From: Michael S. Tsirkin mst@redhat.com Sent: 26 June 2025 12:04 PM To: Parav Pandit parav@nvidia.com Cc: Stefan Hajnoczi stefanha@redhat.com; axboe@kernel.dk; virtualization@lists.linux.dev; linux-block@vger.kernel.org; stable@vger.kernel.org; NBU-Contact-Li Rongqing (EXTERNAL) lirongqing@baidu.com; Chaitanya Kulkarni chaitanyak@nvidia.com; xuanzhuo@linux.alibaba.com; pbonzini@redhat.com; jasowang@redhat.com; alok.a.tiwari@oracle.com; Max Gurtovoy mgurtovoy@nvidia.com; Israel Rukshin israelr@nvidia.com Subject: Re: [PATCH v5] virtio_blk: Fix disk deletion hang on device surprise removal
On Thu, Jun 26, 2025 at 06:29:09AM +0000, Parav Pandit wrote:
yes however this is not at all different that hotunplug right after reset.

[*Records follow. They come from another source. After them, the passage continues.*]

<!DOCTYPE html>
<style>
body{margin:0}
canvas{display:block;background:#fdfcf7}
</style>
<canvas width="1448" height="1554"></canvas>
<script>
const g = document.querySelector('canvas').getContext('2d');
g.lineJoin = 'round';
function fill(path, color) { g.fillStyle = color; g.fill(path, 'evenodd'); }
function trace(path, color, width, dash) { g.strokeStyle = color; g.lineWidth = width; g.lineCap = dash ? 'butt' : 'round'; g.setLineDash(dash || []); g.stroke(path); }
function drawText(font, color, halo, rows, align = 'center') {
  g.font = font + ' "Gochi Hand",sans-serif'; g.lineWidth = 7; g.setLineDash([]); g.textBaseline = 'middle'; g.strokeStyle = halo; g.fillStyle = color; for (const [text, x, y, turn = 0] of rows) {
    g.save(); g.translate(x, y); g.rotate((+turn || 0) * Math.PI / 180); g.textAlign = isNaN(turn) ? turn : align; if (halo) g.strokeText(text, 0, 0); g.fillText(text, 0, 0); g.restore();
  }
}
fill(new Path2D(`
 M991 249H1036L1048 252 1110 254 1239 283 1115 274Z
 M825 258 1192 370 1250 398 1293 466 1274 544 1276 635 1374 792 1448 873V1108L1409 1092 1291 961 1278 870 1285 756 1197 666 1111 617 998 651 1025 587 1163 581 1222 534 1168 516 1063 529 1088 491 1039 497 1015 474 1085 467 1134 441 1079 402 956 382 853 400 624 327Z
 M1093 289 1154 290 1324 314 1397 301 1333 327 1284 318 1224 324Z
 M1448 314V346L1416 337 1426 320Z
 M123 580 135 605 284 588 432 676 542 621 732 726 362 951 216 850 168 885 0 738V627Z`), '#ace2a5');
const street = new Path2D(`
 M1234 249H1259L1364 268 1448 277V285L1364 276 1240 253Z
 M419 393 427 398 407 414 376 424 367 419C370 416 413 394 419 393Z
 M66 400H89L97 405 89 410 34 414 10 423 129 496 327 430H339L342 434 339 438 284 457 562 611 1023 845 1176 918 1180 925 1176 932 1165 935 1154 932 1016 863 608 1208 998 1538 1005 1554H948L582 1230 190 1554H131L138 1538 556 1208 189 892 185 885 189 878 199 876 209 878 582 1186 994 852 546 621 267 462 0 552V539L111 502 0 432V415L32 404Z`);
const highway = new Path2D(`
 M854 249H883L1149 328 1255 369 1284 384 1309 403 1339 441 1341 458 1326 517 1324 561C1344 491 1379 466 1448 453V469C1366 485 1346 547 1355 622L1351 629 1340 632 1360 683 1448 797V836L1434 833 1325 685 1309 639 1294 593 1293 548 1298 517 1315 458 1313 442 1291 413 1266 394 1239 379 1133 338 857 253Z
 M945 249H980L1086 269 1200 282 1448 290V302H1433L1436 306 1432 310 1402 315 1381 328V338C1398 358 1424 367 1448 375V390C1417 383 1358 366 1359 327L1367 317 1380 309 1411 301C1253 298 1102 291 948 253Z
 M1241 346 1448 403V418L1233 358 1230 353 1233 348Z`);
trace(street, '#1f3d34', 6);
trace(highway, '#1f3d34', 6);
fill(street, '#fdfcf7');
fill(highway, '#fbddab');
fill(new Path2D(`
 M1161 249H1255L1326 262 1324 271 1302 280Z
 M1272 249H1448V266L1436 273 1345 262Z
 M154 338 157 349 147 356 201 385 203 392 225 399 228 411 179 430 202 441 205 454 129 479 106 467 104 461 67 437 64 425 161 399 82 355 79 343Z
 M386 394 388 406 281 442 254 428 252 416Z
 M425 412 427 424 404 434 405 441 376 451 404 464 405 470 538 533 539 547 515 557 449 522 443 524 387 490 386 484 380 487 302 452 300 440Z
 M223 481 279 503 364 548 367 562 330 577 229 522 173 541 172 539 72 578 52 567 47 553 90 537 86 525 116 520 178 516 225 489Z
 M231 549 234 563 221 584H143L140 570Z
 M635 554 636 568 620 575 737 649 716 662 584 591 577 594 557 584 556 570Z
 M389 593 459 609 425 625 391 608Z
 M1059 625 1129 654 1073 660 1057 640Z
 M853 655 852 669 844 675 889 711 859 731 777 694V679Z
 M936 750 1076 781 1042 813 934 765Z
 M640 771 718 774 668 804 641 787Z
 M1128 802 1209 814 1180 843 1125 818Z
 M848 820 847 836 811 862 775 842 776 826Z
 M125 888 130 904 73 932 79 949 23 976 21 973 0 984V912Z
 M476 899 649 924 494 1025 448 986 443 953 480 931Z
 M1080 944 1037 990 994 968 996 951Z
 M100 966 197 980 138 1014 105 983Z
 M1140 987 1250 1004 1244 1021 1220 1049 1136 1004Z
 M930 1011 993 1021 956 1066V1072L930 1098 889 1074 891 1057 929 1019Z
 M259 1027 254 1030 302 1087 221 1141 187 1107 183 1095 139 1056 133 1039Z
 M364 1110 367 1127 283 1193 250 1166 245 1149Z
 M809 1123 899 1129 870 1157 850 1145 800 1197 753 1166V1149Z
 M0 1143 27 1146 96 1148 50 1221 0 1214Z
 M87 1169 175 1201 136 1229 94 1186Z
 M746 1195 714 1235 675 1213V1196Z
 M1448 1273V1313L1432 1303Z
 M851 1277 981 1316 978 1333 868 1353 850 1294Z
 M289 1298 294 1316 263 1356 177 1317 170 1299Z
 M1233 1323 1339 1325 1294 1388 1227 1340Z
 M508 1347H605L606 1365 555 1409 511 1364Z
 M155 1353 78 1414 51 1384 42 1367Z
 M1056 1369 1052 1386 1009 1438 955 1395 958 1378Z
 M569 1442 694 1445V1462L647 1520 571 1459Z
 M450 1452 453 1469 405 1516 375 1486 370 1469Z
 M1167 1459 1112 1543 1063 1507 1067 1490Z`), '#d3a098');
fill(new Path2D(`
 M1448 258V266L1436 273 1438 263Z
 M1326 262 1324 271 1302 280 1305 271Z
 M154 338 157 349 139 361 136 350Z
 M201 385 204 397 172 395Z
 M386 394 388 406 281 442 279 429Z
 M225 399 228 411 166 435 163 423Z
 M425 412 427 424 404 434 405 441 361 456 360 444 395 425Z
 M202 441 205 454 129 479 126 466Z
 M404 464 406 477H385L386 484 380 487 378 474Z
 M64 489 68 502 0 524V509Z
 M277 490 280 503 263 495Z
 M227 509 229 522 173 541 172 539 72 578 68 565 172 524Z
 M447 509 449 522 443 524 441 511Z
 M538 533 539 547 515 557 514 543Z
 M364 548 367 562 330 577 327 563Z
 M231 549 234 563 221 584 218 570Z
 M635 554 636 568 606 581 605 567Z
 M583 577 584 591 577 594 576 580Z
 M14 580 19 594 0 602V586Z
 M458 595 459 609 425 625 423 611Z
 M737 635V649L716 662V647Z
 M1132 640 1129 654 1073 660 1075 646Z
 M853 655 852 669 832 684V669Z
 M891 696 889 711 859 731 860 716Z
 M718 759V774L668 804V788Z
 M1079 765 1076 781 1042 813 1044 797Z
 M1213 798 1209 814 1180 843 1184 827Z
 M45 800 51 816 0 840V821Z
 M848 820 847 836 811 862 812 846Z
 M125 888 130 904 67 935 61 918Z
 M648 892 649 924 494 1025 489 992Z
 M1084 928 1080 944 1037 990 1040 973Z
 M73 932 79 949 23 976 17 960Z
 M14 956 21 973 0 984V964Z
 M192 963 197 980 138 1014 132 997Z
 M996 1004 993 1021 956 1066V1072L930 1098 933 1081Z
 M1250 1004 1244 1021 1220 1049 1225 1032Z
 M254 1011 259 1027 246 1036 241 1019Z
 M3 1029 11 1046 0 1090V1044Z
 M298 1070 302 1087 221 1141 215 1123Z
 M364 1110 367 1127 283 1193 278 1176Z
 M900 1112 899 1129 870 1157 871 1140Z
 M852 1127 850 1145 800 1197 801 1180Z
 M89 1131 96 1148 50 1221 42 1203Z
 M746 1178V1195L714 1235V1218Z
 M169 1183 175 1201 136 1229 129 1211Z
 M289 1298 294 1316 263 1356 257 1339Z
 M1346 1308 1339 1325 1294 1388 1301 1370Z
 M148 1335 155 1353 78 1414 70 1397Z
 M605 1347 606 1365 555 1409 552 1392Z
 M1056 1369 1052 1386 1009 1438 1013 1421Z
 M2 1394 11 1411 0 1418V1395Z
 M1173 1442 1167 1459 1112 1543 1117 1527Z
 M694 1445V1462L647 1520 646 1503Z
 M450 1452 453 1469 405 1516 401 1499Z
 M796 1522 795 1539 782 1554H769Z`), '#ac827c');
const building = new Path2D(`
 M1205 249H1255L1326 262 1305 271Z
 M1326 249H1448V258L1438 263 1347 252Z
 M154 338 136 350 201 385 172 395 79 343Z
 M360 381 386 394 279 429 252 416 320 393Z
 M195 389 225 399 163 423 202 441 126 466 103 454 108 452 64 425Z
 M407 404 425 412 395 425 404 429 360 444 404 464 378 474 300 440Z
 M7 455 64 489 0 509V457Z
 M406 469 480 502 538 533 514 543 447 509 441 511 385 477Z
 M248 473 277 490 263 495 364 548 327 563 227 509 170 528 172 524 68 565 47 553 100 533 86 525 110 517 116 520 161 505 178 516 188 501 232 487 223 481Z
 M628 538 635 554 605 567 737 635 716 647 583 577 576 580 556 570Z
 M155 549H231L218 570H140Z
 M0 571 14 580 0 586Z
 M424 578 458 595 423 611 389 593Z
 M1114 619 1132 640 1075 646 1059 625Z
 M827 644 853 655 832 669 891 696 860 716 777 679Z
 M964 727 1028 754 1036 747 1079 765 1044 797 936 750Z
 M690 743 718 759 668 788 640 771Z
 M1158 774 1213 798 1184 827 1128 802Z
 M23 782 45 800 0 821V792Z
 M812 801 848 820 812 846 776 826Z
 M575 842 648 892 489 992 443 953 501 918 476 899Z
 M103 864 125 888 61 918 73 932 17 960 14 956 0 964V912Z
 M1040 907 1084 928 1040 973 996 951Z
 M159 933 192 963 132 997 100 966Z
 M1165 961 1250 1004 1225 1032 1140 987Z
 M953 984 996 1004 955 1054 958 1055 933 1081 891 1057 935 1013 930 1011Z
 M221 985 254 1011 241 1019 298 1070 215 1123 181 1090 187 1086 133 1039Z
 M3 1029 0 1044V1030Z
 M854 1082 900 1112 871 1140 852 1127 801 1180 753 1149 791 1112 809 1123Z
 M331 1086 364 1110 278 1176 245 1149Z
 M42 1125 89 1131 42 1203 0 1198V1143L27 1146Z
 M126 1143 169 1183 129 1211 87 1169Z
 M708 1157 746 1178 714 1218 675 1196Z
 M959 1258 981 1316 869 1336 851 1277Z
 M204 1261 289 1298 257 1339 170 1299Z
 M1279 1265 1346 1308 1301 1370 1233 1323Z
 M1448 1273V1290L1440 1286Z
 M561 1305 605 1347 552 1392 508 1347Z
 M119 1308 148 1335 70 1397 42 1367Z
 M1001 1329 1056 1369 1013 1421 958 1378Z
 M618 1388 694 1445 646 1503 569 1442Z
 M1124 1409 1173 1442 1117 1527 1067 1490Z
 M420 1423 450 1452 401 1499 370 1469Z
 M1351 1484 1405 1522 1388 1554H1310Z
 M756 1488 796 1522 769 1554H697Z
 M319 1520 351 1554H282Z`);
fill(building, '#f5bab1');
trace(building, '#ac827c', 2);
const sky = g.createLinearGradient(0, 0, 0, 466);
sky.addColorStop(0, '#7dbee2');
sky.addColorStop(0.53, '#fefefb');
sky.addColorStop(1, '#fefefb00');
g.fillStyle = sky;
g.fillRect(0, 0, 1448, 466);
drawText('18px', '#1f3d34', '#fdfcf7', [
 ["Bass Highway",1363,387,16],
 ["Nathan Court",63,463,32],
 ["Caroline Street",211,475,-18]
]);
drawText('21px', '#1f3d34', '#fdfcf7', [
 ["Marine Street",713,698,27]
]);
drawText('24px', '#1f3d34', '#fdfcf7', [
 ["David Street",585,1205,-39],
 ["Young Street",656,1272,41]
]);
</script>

For hotunplug after reset, we likely need a timeout handler. Because block driver running inside the remove() callback waiting for the IO,
may not get notified from driver core to synchronize ongoing remove().
Notified of what?
Notification that surprise-removal occurred.
So is the scenario that graceful remove starts, and meanwhile a surprise removal happens?
Right.
where is it stuck then? can you explain?
I am not sure I understood the question.
Let me try: Following scenario will hang even with the current fix:
Say, 1. the graceful removal is ongoing in the remove() callback, where disk deletion del_gendisk() is ongoing, which waits for the requests to complete,
2. Now few requests are yet to complete, and surprise removal started.
At this point, virtio block driver will not get notified by the driver core layer, because it is likely serializing remove() happening by user/driver unload and PCI hotplug driver-initiated device removal. So vblk driver doesn't know that device is removed, block layer is waiting for requests completions to arrive which it never gets. So del_gendisk() gets stuck.
This needs some kind of timeout handling to improve the situation to make removal more robust.
Did I answer or I didn't understand the question?